Nutan had essayed a small role as a child aritiste in the mid-40s Nal Damayanti. But Shobhana was surprised when Chandulal Shah offered to cast her adolescent daughter opposite stars like Raj Kapoor and Dilip Kumar in his next film. Shobhana finally detected that special, lit-up quality in her fourteen year old daughter's eyes. Chandulal Shah's offer fell through. But Shobhana Samarth launched Nutan as an artiste in the aptly-named film, Hamari Beti, 1950. The film didn't make Nutan a star but the very next year, the success of Nagina and Hum Log ensured middle-level stardom for Nutan. Nagina was an adults-only film. She was not allowed to watch her own film as she was still underage!!
Despite her early success, for the next few years, she didn't make much headway. Her mother Shobhana sent Nutan to La Chatelaine, a finishing school in Switzerland. After returning from Switzerland, Nutan got her major breakthrough and respectability as an actress par excellence with Amiya Chakraborty's Seema, 1955 where she played a delinquent in a reform home. It was a powerhouse performance and won her the Filmfare Award for Best Actress.
Whether it was the frothy, the lighthearted Paying Guest, 1957, or Dilli ka Thug1958, where she performed with a frothy uninhibitedness comparable only to Madhubala, or Bimal Roy's classic Sujata, 1959, which brought out the best in her as an artiste, Nutan was always matchless.
In 1959, the year in which she rode high with hits like Sujata and Anadi, Nutan married Naval Lieutenant Commander Rajneesh Behl and took a small break when her son Mohnish was born.
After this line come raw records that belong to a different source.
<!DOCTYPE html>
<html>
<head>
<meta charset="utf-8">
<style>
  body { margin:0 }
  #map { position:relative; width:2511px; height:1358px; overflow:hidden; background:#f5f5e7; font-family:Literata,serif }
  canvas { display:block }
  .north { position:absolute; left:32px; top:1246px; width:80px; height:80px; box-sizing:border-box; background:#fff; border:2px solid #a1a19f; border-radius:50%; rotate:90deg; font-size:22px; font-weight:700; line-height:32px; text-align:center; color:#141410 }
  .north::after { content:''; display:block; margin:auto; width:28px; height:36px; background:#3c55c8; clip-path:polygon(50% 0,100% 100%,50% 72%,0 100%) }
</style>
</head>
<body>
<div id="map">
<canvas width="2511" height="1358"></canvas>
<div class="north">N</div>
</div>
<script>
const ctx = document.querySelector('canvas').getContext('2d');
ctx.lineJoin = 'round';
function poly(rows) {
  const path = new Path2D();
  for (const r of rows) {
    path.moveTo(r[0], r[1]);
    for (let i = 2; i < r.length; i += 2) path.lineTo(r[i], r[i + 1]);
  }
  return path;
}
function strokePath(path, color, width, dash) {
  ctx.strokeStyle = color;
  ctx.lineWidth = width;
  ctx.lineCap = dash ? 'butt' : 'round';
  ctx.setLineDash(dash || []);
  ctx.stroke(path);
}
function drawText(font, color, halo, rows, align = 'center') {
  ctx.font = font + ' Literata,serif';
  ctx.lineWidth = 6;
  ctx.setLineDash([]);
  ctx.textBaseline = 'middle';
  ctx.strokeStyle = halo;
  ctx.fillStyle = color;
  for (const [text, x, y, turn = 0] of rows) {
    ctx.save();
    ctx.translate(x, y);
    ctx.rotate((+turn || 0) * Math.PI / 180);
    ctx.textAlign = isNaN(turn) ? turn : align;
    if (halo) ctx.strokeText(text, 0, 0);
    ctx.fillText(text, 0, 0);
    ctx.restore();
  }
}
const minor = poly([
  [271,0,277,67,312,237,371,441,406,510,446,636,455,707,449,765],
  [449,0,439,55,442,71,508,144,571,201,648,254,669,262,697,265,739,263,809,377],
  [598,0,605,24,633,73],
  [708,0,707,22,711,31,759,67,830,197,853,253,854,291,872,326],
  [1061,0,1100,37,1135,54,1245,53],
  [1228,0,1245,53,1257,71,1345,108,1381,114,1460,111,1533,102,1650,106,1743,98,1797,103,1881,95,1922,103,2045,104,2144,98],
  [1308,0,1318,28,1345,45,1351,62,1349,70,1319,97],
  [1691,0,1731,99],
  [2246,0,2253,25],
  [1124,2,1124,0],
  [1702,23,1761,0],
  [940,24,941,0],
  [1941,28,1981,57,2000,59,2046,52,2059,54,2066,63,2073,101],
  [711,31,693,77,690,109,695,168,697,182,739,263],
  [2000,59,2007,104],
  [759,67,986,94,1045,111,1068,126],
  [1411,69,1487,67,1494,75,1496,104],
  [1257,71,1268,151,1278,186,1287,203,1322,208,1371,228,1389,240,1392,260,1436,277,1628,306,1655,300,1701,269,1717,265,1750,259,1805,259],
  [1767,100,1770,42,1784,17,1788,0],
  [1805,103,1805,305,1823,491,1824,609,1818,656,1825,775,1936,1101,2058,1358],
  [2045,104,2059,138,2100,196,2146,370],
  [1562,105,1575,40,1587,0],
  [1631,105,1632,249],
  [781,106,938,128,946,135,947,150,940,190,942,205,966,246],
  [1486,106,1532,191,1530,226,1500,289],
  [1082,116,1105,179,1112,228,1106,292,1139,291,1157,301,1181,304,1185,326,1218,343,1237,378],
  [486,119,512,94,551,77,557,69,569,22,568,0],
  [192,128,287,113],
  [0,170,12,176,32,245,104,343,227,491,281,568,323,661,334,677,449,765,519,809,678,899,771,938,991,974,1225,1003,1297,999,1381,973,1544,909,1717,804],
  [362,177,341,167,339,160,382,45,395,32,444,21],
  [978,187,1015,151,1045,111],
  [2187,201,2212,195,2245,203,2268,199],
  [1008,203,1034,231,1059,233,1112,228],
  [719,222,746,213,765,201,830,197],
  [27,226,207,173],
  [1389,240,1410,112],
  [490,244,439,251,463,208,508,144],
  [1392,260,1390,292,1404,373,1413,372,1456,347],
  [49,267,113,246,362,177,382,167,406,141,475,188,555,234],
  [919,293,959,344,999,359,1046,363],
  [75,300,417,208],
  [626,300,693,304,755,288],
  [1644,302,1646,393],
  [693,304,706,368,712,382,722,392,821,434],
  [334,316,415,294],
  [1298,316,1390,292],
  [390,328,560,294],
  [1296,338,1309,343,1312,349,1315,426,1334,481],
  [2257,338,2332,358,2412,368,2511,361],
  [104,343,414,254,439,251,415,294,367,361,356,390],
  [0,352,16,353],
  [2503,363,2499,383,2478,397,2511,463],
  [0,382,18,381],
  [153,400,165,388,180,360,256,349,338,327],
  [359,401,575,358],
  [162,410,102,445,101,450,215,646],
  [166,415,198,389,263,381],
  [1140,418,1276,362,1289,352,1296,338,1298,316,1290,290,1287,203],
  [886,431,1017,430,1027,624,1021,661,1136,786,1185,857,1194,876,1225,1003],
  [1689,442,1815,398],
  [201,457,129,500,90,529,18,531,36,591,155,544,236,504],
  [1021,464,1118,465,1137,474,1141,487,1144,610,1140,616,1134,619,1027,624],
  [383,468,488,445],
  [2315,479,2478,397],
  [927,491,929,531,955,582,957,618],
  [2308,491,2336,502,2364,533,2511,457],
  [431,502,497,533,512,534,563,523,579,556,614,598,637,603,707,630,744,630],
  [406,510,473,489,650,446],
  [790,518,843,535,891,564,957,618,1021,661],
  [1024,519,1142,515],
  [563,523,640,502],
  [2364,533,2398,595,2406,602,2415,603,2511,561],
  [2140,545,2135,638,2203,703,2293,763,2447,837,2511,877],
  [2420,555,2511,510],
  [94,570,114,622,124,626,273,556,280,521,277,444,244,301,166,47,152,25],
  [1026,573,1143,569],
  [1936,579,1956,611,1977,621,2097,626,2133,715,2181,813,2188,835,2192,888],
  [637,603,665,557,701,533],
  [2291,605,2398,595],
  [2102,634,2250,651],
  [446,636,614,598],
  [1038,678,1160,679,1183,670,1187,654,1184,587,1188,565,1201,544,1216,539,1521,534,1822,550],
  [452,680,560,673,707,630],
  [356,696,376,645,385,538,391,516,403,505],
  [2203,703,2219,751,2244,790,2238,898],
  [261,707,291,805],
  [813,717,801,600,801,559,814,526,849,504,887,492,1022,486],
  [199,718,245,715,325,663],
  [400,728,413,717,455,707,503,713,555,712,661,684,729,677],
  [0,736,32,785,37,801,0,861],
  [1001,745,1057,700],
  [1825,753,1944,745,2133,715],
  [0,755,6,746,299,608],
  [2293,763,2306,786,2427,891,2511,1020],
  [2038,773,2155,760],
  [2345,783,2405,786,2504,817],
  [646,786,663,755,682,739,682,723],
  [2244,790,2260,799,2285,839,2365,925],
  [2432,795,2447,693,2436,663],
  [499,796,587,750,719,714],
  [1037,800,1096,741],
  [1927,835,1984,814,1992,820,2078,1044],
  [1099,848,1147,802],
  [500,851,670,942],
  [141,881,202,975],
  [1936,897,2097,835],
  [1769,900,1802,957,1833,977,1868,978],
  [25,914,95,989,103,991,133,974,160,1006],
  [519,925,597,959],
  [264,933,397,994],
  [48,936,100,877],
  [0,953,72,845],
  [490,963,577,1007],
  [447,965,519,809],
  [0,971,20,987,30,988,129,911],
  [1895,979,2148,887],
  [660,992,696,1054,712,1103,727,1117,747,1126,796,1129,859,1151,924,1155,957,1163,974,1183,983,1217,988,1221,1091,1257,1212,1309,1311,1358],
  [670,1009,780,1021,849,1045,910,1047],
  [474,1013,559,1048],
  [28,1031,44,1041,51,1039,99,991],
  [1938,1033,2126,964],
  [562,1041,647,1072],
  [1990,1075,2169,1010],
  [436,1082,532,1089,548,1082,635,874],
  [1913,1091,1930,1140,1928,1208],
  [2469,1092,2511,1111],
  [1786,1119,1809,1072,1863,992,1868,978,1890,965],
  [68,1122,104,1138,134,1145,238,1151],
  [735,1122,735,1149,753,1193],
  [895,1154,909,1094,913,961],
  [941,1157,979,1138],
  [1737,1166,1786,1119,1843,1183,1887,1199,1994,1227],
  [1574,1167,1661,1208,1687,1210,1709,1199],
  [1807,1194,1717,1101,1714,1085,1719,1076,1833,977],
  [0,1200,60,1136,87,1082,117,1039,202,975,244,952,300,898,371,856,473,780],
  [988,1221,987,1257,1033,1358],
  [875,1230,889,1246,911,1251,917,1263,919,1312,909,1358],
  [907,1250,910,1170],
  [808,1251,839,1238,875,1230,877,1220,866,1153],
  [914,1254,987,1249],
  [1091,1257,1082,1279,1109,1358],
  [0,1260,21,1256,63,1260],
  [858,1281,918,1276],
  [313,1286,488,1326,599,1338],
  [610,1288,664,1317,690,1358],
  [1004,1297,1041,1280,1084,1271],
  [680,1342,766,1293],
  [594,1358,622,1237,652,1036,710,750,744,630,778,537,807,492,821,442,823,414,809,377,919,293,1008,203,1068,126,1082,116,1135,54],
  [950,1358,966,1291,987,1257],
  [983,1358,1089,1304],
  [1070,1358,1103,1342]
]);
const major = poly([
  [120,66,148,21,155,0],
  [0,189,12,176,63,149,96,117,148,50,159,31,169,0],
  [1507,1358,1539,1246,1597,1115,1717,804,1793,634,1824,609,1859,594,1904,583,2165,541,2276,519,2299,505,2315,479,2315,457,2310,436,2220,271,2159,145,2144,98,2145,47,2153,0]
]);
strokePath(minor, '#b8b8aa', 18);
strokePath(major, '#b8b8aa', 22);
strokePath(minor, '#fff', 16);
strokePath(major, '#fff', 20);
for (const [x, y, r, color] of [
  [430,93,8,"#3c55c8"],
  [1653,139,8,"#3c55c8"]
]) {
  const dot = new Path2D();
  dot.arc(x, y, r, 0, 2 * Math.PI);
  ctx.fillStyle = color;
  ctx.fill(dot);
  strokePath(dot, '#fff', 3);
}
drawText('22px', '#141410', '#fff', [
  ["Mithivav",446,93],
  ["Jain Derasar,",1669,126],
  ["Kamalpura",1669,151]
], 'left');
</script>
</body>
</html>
In 1963 she made a stinging comeback with two diametrically different films--Navketan's Tere Ghar ke Saamne, a refreshing romantic comedy and Bimal Roy's sombre Bandini, boasting of possibly her greatest ever performance and certainly one of the greatest performances of Indian Cinema.Paired opposite Ashok Kumar, the film revolves around a woman prisoner charged with murdering her lover's wife. Nutan managed to capture the tumultuous emotions of the woman prisoner without giving way to high-voltage theatrics and rhetoric. With grace, dignity, and an eerie calmness, she seared the silver screen with an entire gamut of emotions in the scene where she commits the murder. Bandini rightfully fetched her another Filmfare award.
Nutan worked with almost all the top heroes of her era, beginning from Dev Anand, Raj Kapoor, Balraj Sahni, Sunil Dutt, Ashok Kumar, Dharmendra, Dilip Kumar, Rajinder Kumar and Kishore Kumar. She proved to be a perfect foil for the eccentric genius Kishore Kumar and the suave Dev Anand.
Right through the sixties and seventies, Nutan continued to wow audiences with films like Milan in 1967, Saraswatichandra in 1968, Saudagar in 1973, Saajan Bina Suhagan in 1978, Kasturi in 1978 and award winning performance in Raj Khosla's Main Tulsi Tere Aangan Ki in 1978. Gradually, she began being saddled with mundane mother roles, where she excelled in films like Meri Jung in 1985, Naamand Karma in 1986.
Unfortunately, she was hardly offered any challenging role in the later years of her career. However, Nutan continued to keep herself busy with her bhajan singing (she was blessed with a fine voice and did her own playback in Chabili, 1960), her dairy farming. She died in 1991, succumbing to cancer. With her death, Indian cinema lost one of its most sensitive performer ever.